**Materials provided**
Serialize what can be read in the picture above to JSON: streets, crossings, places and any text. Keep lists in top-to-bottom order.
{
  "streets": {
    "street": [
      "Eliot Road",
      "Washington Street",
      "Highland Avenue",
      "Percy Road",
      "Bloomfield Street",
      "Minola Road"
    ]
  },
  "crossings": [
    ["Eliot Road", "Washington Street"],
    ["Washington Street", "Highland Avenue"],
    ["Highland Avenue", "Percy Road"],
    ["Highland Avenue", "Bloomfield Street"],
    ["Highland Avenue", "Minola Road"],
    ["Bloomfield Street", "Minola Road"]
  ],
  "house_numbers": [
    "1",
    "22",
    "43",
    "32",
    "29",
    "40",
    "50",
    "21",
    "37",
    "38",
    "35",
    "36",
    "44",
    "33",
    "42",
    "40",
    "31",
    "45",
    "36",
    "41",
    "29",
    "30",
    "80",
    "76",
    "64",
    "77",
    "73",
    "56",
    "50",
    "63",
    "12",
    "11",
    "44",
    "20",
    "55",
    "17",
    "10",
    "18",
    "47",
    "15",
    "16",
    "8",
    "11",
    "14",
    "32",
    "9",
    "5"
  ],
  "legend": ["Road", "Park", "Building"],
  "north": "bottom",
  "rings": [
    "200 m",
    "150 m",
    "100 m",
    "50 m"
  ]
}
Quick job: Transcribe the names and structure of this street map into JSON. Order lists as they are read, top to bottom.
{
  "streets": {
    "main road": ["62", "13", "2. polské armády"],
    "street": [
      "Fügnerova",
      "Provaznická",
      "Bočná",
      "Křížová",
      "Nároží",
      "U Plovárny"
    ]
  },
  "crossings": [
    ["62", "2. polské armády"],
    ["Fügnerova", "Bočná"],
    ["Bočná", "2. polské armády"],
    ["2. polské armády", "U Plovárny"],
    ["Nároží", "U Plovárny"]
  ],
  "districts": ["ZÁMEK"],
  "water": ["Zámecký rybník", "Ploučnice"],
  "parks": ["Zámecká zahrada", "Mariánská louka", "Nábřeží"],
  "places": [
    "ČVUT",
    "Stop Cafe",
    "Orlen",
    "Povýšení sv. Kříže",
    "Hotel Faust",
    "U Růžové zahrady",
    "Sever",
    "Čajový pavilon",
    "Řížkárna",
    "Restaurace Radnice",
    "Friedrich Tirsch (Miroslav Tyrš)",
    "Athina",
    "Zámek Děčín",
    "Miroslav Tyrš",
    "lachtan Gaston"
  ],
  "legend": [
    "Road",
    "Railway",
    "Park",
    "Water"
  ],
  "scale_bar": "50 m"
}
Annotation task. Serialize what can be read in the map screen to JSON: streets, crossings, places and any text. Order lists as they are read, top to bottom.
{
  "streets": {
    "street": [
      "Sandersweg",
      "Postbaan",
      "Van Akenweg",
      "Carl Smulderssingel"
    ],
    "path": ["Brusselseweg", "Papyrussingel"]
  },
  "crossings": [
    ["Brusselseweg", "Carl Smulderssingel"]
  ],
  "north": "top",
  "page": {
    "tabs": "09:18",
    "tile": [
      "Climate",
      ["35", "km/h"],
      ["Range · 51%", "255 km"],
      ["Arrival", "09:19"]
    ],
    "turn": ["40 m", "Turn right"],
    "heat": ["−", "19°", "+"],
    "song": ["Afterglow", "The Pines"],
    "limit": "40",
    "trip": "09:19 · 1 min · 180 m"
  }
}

**Task statement**
Every record above needs to be copied exactly.

**Your response**
Serialize what can be read in the picture above to JSON: streets, crossings, places and any text. Keep lists in top-to-bottom order.
{
  "streets": {
    "street": [
      "Eliot Road",
      "Washington Street",
      "Highland Avenue",
      "Percy Road",
      "Bloomfield Street",
      "Minola Road"
    ]
  },
  "crossings": [
    ["Eliot Road", "Washington Street"],
    ["Washington Street", "Highland Avenue"],
    ["Highland Avenue", "Percy Road"],
    ["Highland Avenue", "Bloomfield Street"],
    ["Highland Avenue", "Minola Road"],
    ["Bloomfield Street", "Minola Road"]
  ],
  "house_numbers": [
    "1",
    "22",
    "43",
    "32",
    "29",
    "40",
    "50",
    "21",
    "37",
    "38",
    "35",
    "36",
    "44",
    "33",
    "42",
    "40",
    "31",
    "45",
    "36",
    "41",
    "29",
    "30",
    "80",
    "76",
    "64",
    "77",
    "73",
    "56",
    "50",
    "63",
    "12",
    "11",
    "44",
    "20",
    "55",
    "17",
    "10",
    "18",
    "47",
    "15",
    "16",
    "8",
    "11",
    "14",
    "32",
    "9",
    "5"
  ],
  "legend": ["Road", "Park", "Building"],
  "north": "bottom",
  "rings": [
    "200 m",
    "150 m",
    "100 m",
    "50 m"
  ]
}
Quick job: Transcribe the names and structure of this street map into JSON. Order lists as they are read, top to bottom.
{
  "streets": {
    "main road": ["62", "13", "2. polské armády"],
    "street": [
      "Fügnerova",
      "Provaznická",
      "Bočná",
      "Křížová",
      "Nároží",
      "U Plovárny"
    ]
  },
  "crossings": [
    ["62", "2. polské armády"],
    ["Fügnerova", "Bočná"],
    ["Bočná", "2. polské armády"],
    ["2. polské armády", "U Plovárny"],
    ["Nároží", "U Plovárny"]
  ],
  "districts": ["ZÁMEK"],
  "water": ["Zámecký rybník", "Ploučnice"],
  "parks": ["Zámecká zahrada", "Mariánská louka", "Nábřeží"],
  "places": [
    "ČVUT",
    "Stop Cafe",
    "Orlen",
    "Povýšení sv. Kříže",
    "Hotel Faust",
    "U Růžové zahrady",
    "Sever",
    "Čajový pavilon",
    "Řížkárna",
    "Restaurace Radnice",
    "Friedrich Tirsch (Miroslav Tyrš)",
    "Athina",
    "Zámek Děčín",
    "Miroslav Tyrš",
    "lachtan Gaston"
  ],
  "legend": [
    "Road",
    "Railway",
    "Park",
    "Water"
  ],
  "scale_bar": "50 m"
}
Annotation task. Serialize what can be read in the map screen to JSON: streets, crossings, places and any text. Order lists as they are read, top to bottom.
{
  "streets": {
    "street": [
      "Sandersweg",
      "Postbaan",
      "Van Akenweg",
      "Carl Smulderssingel"
    ],
    "path": ["Brusselseweg", "Papyrussingel"]
  },
  "crossings": [
    ["Brusselseweg", "Carl Smulderssingel"]
  ],
  "north": "top",
  "page": {
    "tabs": "09:18",
    "tile": [
      "Climate",
      ["35", "km/h"],
      ["Range · 51%", "255 km"],
      ["Arrival", "09:19"]
    ],
    "turn": ["40 m", "Turn right"],
    "heat": ["−", "19°", "+"],
    "song": ["Afterglow", "The Pines"],
    "limit": "40",
    "trip": "09:19 · 1 min · 180 m"
  }
}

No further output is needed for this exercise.